▸ **Prompt**
All lines in the records below with the word "Koivikkotie" must be returned.

▸ **Supplied material**
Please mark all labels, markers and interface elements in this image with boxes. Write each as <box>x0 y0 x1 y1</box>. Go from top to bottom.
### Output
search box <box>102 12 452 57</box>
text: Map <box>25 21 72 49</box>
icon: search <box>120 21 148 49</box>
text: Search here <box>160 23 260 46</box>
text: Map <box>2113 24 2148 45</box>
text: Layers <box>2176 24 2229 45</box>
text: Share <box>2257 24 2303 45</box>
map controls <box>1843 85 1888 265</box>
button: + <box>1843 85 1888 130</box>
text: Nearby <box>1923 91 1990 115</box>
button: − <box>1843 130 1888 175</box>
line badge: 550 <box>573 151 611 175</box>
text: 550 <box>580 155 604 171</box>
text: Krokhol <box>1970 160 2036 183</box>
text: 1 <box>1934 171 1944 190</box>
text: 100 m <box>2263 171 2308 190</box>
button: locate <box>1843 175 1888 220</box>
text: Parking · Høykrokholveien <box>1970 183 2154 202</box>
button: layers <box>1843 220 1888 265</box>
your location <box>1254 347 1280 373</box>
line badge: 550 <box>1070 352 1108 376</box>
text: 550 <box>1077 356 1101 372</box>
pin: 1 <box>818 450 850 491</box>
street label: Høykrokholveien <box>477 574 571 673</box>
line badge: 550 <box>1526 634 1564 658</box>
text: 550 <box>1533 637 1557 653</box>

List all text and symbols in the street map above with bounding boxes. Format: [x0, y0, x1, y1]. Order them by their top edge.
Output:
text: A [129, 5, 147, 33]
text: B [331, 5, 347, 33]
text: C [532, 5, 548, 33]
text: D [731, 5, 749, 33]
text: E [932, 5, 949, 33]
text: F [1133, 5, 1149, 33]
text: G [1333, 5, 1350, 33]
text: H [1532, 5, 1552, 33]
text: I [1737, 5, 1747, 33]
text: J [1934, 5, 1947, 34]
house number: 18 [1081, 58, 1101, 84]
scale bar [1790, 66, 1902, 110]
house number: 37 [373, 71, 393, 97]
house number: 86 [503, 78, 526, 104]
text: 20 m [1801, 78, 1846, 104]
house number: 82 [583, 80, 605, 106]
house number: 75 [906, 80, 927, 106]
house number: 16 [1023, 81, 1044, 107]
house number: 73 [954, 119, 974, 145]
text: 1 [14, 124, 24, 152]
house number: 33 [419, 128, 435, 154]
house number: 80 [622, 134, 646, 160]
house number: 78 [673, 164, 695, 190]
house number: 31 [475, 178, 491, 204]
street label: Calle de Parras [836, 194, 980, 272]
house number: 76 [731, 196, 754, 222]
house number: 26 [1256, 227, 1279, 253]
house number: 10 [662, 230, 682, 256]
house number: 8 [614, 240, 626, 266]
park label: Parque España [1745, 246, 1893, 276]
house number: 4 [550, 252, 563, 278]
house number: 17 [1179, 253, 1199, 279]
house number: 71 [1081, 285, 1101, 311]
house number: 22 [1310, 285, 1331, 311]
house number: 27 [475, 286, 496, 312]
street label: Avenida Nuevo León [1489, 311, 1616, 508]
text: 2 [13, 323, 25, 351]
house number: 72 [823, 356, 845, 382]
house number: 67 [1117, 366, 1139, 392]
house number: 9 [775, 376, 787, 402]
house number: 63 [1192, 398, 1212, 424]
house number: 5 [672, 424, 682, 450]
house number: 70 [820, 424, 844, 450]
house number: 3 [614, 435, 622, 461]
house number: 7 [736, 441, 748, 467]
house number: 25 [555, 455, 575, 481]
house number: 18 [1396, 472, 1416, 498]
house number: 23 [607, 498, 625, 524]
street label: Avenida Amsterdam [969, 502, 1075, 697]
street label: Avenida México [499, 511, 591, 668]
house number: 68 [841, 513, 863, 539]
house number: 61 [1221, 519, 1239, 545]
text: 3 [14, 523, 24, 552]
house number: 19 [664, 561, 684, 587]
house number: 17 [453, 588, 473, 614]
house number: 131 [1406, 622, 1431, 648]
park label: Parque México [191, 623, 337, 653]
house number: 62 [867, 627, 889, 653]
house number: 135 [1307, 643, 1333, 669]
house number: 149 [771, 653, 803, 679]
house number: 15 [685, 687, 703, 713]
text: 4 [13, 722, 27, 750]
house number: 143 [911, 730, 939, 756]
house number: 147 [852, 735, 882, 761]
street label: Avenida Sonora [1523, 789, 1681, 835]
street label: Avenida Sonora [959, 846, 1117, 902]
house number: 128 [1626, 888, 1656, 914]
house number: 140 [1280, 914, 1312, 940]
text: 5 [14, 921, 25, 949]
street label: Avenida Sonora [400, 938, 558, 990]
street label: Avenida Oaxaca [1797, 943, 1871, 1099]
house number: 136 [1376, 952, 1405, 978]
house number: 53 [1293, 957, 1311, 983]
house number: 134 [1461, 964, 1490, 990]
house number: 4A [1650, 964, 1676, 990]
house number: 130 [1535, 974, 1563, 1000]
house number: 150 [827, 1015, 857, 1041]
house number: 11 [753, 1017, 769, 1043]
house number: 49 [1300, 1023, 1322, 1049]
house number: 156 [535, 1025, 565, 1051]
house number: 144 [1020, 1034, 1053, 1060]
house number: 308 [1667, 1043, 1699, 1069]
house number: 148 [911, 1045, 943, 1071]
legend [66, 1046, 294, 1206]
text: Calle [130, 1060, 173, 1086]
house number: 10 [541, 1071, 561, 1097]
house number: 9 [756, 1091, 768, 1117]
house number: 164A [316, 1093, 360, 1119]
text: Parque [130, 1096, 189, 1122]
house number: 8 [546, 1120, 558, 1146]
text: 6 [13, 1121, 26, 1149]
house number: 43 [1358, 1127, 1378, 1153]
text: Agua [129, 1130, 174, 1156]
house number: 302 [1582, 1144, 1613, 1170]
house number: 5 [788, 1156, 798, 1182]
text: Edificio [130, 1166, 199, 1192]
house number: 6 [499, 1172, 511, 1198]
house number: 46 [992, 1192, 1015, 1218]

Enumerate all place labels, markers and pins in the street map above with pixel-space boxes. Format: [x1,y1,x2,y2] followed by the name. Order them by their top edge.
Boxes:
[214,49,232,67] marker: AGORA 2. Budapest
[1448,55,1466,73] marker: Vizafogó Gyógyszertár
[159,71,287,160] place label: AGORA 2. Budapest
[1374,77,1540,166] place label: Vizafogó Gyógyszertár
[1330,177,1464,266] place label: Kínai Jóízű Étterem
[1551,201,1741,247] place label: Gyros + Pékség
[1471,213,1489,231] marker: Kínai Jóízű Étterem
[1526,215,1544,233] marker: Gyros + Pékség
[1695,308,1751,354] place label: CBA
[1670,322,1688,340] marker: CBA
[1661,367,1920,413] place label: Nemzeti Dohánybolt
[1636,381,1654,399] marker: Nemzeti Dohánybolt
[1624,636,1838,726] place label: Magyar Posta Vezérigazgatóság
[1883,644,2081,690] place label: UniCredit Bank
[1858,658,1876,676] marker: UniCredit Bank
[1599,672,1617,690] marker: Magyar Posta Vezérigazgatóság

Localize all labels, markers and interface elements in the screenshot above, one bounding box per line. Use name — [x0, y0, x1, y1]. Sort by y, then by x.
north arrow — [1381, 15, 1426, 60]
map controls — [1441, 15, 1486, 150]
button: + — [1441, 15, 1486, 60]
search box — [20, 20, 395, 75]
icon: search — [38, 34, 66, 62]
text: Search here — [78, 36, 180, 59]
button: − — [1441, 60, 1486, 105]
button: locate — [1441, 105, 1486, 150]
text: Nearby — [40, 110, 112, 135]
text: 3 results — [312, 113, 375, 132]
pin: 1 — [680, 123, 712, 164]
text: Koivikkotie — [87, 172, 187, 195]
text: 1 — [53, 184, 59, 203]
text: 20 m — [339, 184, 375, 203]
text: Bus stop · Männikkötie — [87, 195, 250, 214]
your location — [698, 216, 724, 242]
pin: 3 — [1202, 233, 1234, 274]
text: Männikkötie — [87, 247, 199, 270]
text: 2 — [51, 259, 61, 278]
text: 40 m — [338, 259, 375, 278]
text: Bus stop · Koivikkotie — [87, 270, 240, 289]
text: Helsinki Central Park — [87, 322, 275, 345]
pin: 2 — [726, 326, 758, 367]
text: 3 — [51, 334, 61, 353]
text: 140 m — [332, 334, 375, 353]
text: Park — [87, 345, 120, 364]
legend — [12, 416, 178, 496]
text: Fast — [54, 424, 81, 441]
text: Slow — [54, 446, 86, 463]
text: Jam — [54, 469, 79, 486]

▸ **Expected output**
text: Koivikkotie — [87, 172, 187, 195]
text: Bus stop · Koivikkotie — [87, 270, 240, 289]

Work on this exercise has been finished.